I was a little concerned as to the full extent of your request, ie that some
institutions might construe the meaning and letters might possibly be sent
to disabled applicants without any assessment of their needs or physical
requirements.  I therefore consulted a colleague at the Disability Rights
Commission who sent me the following:

"I'm not sure there is a stock answer to this, although the e-mail
suggesting advice had been sought from the legal officer and that ownership
of the decision was at a senior level seems eminently sensible. In terms of
the law, it is of course the 'responsible body' which would end up in Court,
so perhaps a process which sought their counsel/sign off would be sensible,
but I suppose that depends on how much authority they delegate to their
managers?
In terms of process, would there have been a discussion with the student or
prospective student (including any advocates) and the seeking of advice etc
leading up to such a decision.
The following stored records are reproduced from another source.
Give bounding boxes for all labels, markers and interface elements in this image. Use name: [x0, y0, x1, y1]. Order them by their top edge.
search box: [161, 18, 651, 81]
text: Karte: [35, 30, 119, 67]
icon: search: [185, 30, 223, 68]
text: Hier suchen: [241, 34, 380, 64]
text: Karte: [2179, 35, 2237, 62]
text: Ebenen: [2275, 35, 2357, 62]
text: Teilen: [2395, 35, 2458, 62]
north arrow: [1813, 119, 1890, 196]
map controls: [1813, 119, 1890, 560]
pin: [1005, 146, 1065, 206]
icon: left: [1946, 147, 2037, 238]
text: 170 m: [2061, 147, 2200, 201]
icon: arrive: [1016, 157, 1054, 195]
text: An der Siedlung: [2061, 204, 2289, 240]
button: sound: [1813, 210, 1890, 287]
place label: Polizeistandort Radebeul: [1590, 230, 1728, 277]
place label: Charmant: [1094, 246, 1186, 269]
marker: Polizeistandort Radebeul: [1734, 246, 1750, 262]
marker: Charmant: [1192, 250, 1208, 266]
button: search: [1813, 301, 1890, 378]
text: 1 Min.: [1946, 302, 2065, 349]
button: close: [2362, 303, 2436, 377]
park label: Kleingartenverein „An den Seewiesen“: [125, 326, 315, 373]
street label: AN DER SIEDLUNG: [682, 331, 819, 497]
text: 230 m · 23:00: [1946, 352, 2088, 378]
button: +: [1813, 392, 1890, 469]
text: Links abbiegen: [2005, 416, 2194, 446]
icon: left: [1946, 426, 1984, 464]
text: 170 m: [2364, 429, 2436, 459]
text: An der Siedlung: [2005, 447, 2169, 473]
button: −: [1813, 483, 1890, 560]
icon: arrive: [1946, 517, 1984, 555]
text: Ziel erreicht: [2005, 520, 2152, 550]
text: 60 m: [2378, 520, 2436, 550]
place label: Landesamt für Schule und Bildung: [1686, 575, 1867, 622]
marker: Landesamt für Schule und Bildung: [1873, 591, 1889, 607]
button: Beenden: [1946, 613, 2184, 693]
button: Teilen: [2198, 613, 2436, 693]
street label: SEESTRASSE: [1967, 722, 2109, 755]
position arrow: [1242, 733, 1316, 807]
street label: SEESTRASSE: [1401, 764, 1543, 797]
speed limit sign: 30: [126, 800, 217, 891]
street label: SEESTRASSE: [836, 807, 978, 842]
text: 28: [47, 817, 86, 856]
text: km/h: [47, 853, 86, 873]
And would a 'right of appeal' be offered to
the student - all important both in demonstrating that reasonable steps have
been taken (even if ultimately a particular adjustment cannot be made) and
also in resolving issues outside the Courts. The issue of how a decision has
been arrived at is as much a factor in determining reasonableness as the
final decision itself, as it is this which determines in many ways the
credibility of the decision, and so whether reasonable steps have been
taken.
So to summarise that ramble (!) the key issues are the decision making
process and ownership!"

I also asked in a subsequent message what would the situation be if
rejection letters were sent out without assessing the student and the
possible reasonable adjustments.  The reply was:

"Indeed!  Without an assessment they could be accused of applying a blanket
policy and this would almost definitely put them in dangerous territory re
the DDA, other than when they are applying common objective criteria to
refuse admission (e.g. the requirement to hold particular levels of
qualifications, other credible academic standards)"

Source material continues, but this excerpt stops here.